UNE IMPRIMERIE COOPÉRATIVE À GRENELLE

(M. Debonne/bulletin n°10)

Cette histoire débute avec le XXe siècle. A cette époque, le jeune lycéen des beaux quatiers, Robert Debré, qui deviendra plus tard professeur de médecine, curieux de son époque, s'aventure dans Grenelle. Il y découvre une université populaire nommée l'Emancipatrice, où viennent ''des ouvriers d'âges et de métiers différents auxquels des enseignants, des écrivains ou des syndicalistes apportent une pâture intellectuelle d'une grande variété: exposés de vulgarisation scientifique, lectures poétiques, leçons d'économie politique et aussi des auditions musicales ''... Il y fait la connaissance de 16 ouvriers typographes licenciés à la suite d'une longue grève que les Travailleurs du Livre ont menée contre le travail aux pièces individuel et le tâcheronat, et accessoirement contre l'emploi des femmes {même syndiquées) dans l'imprimerie, considérées comme des concurrentes redoutables. Ces typographes projettent de s'affranchir du patronat, de créer une imprimerie dont ils seraient seuls ropriétaires et gestionnaires, de travailler dans des conditions meilleures et plus fraternelles, la direction étant assurée par l'ensemble des ouvriers et les bénéfices partagés entre tous. L'enthousiasme ne suffit pas, il faut trouver les fonds de départ pour louer un local, acheter des machines, lancer les premières commandes...
Leur projet s'ébruite. Jaurès le propage dans la presse, Anatole France le cite dans les universités populaires où il intervient. Ici et là, des ouvriers rognent sur leur salaire pour leur adresser quelque argent. Des coopératives d'autres professions font également un modeste effort. Des intellectuels engagés mettent à contribution leurs amis fortunés.
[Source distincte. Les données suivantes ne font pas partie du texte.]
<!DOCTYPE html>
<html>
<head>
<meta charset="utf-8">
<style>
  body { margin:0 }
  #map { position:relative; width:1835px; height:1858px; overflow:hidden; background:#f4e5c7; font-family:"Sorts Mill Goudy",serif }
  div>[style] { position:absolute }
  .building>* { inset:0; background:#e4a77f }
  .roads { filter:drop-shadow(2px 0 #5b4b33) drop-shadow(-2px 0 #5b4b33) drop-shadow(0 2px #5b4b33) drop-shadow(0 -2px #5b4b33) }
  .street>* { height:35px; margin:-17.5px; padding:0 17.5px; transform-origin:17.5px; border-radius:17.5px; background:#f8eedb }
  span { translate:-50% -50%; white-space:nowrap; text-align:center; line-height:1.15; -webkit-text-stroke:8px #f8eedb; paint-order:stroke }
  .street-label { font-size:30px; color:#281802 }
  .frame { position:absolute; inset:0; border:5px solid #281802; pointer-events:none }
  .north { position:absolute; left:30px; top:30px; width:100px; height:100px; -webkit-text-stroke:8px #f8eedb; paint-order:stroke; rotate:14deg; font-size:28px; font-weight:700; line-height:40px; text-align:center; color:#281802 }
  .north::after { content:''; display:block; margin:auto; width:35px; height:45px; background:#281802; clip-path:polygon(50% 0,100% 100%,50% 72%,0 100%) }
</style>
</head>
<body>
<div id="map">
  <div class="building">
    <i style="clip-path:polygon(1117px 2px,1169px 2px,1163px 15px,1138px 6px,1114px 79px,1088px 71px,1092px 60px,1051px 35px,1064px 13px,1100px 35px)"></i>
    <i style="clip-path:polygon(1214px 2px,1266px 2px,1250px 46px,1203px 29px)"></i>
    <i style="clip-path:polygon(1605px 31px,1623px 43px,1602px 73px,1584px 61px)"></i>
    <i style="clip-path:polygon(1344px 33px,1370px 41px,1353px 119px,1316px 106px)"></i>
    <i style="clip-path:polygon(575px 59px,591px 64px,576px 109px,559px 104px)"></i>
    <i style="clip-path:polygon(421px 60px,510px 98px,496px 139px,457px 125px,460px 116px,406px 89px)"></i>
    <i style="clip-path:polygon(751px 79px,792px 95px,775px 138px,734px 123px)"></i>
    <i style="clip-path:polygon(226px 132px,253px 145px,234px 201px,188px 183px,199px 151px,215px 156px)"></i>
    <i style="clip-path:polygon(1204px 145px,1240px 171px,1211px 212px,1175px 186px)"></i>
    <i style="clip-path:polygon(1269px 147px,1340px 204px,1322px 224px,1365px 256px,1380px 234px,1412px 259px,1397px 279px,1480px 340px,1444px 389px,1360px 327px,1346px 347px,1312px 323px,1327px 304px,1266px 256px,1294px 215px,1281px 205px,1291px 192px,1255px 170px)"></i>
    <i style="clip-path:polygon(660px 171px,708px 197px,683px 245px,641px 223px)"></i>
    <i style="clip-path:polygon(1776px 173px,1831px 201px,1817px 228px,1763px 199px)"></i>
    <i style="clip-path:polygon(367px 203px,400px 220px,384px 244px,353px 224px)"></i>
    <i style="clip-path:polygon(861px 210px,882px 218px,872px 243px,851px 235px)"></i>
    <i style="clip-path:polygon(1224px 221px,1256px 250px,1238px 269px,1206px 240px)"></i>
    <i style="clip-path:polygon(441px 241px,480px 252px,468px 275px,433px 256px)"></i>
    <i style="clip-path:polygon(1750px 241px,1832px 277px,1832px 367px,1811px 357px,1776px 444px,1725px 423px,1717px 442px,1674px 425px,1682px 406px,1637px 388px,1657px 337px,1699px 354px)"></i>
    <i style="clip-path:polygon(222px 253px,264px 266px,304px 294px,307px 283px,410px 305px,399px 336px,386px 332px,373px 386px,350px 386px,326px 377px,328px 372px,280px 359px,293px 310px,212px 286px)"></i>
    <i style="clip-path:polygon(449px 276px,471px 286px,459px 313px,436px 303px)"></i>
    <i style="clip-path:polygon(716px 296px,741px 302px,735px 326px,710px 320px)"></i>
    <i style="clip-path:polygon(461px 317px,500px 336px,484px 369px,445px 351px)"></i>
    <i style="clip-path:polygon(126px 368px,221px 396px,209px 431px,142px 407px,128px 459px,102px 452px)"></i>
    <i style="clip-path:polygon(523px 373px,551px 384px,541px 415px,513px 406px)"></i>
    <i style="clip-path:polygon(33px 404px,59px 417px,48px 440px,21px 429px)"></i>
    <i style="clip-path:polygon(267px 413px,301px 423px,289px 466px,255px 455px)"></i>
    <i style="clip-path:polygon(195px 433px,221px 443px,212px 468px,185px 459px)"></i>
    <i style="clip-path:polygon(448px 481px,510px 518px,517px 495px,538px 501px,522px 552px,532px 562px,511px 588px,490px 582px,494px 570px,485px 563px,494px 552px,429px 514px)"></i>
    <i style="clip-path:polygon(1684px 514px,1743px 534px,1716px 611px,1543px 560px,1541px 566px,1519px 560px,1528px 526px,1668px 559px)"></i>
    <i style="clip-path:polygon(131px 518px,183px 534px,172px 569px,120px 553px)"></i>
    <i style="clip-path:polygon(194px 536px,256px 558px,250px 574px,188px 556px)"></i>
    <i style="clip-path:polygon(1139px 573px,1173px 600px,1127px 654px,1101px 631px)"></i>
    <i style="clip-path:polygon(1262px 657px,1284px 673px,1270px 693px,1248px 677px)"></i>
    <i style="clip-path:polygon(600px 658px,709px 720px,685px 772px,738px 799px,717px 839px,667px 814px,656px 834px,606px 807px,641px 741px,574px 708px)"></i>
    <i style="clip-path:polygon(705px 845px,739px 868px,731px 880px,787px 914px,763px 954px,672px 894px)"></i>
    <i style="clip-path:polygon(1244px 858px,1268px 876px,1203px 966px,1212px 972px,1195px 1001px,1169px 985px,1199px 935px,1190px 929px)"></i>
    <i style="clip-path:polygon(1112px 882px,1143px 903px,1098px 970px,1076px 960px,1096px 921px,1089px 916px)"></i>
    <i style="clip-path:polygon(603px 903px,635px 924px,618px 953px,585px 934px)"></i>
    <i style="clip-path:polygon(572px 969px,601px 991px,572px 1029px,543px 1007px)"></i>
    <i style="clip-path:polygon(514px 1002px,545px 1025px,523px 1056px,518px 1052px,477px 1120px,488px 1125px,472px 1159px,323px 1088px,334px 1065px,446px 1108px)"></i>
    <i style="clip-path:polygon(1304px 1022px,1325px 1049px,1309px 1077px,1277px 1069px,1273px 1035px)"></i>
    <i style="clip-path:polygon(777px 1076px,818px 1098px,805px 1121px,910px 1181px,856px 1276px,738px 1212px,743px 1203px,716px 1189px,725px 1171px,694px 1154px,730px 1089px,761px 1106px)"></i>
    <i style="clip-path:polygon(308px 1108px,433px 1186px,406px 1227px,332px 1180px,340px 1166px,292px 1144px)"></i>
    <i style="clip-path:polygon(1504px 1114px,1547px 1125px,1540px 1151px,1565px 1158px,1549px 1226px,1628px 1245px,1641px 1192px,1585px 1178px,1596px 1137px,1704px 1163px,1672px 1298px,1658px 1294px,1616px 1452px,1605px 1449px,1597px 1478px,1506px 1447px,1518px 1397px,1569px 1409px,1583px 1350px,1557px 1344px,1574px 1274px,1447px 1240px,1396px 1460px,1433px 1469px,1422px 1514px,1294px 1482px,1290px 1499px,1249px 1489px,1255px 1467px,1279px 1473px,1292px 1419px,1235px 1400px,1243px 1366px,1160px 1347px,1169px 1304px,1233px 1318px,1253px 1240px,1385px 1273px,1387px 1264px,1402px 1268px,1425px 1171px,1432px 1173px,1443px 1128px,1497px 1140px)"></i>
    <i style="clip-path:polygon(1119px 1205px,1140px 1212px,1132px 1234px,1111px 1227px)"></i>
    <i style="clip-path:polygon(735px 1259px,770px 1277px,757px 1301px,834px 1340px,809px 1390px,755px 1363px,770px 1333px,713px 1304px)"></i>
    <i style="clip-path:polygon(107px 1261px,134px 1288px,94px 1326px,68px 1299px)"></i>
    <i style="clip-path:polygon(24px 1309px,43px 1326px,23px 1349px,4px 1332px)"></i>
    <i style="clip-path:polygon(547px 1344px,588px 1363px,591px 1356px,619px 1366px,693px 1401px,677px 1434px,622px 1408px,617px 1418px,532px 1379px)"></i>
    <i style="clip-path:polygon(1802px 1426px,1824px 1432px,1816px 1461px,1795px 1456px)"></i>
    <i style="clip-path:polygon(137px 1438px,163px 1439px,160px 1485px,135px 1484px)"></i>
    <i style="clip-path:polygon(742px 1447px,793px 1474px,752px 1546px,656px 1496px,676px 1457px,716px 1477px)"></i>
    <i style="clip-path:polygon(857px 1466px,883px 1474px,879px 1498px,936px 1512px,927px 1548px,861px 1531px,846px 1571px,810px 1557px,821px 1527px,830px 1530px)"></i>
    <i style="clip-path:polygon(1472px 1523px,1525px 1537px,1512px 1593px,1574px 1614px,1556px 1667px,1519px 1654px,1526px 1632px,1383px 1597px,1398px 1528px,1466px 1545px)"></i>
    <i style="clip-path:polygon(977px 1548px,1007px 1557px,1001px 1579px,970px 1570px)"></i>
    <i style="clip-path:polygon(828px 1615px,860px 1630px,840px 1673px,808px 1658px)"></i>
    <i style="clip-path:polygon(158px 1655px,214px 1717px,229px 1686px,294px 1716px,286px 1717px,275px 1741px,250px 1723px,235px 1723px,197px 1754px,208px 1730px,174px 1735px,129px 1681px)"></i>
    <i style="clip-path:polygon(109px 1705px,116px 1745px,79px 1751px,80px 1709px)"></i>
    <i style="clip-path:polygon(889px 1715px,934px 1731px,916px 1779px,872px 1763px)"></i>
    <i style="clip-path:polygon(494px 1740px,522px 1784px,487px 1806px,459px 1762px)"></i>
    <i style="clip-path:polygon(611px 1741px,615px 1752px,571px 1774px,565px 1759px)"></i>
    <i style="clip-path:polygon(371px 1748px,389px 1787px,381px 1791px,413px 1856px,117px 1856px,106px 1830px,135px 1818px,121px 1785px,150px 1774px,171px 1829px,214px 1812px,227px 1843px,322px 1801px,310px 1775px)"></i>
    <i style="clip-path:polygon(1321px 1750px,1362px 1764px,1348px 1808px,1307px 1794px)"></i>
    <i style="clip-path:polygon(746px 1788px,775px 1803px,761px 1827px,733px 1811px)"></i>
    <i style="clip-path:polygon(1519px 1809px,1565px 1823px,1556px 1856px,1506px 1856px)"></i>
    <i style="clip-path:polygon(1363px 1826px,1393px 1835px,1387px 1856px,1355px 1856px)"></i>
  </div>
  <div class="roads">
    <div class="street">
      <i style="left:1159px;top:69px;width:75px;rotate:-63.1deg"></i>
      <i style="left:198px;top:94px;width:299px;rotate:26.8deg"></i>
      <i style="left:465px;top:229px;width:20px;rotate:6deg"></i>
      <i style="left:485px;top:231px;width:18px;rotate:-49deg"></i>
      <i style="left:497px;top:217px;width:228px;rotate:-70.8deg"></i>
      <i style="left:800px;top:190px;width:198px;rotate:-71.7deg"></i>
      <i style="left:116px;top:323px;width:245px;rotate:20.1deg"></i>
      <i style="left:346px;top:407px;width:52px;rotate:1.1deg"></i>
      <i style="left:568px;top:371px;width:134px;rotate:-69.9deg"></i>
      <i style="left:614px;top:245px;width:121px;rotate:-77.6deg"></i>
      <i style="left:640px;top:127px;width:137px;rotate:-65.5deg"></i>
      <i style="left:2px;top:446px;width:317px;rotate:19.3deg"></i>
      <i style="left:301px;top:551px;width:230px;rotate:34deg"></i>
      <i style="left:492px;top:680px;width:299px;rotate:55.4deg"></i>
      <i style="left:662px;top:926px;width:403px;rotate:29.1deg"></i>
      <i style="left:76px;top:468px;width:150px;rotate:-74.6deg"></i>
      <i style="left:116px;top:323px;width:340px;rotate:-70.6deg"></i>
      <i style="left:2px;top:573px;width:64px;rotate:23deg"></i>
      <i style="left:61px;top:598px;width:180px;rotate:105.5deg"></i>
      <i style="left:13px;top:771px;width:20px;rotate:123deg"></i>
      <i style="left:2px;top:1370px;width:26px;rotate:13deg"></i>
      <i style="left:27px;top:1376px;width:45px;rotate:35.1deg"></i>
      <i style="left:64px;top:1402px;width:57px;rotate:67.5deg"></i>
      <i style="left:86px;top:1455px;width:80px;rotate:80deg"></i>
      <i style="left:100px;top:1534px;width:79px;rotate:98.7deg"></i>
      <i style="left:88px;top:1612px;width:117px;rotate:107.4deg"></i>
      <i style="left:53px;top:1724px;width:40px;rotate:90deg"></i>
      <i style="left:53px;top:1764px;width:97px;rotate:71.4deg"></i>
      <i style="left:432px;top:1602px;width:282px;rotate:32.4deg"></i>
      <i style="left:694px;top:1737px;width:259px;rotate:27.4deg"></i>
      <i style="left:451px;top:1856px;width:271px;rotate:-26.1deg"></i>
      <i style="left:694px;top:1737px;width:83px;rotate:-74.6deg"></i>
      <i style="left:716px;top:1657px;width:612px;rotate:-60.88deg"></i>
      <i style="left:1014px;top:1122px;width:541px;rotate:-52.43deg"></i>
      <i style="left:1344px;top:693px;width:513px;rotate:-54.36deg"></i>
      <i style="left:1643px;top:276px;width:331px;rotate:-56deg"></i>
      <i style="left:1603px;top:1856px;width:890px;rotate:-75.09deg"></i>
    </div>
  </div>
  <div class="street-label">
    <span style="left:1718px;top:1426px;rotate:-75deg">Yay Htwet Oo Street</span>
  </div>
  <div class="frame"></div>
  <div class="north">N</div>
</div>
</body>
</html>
Dans son livre autobiographique rédigé un demi-siècle plus tard (''L'honneur de vivre'' Paris 1974), le professeur Robert Debré raconte comment, avec l'enthousiasme de la jeunesse, il prend leur cause à coeur, la plaide auprès d'un haut fonctionnaire, qui leur obtient un prêt de 60.000 francs et leur trouve également la personne qui accepte de les cautionner pour la location d'un local 3 rue de Pondichéry, petite rue calme et peu bâtie, dans le XVème arrondissement. 
Les seize compagnons achètent alors quelques matériels : des casses de caractères (la composition en France est encore manuelle) et leur première machine à imprimer... Enfin, le 28 avril 1901, ils constituent leur Société par commandite, qu'ils baptisent "L'Emancipatrice". Ce nom qui exprimait leur vocation était aussi celui de l'université populaire de leur arrondissement où eut lieu la cérémonie d'inauguration de leur imprimerie associative le 1er mai 1901, date symbolique, dans une atmosphère exaltée.
La vie de la coopérative fut une suite de succès, de difficultés, d'entraides tant en son sein qu'à l'extérieur. Les promesses du début furent tenues. La réalisation de la journée de huit heures (première revendication à l'époque), la création d'une caisse de solidarité subvenant aux absences pour maladie ou lors des périodes militaires, une rémunération équitable et la gestion d'un fonds qui assurerait une vieillesse paisible.
Le fils d'un des fondateurs témoigne : "En fin de semaine, ils faisaient les comptes. S'il y avait un positif, ils mettaient de côté la part destinée à rembourser la dette, une seconde pour le fonds de réserve légal, une autre pour la caisse de solidarité. Ce qui restait était étalé sur le marbre et partagé équitablement, avec un petit mieux pour ceux qui avaient charge d'enfants".
Le nombre de clients croît, également celui des associés. L'Emancipatrice surmonte les moments difficiles grâce aux commandes d'organismes coopératifs, d'associations syndicales ou populaires, voire les services administratifs officiels. Ce qui lui permettra également de survivre aux deux guerres mondiales.
Avec les années, de nouvelles directions remplacent les successeurs des fondateurs, de nouvelles méthodes de gestion sont appliquées qui éliminent peu à peu l'esprit originel d'oeuvre sociale au profit d'intérêts personnels qui conduisent à la mort de l'entreprise.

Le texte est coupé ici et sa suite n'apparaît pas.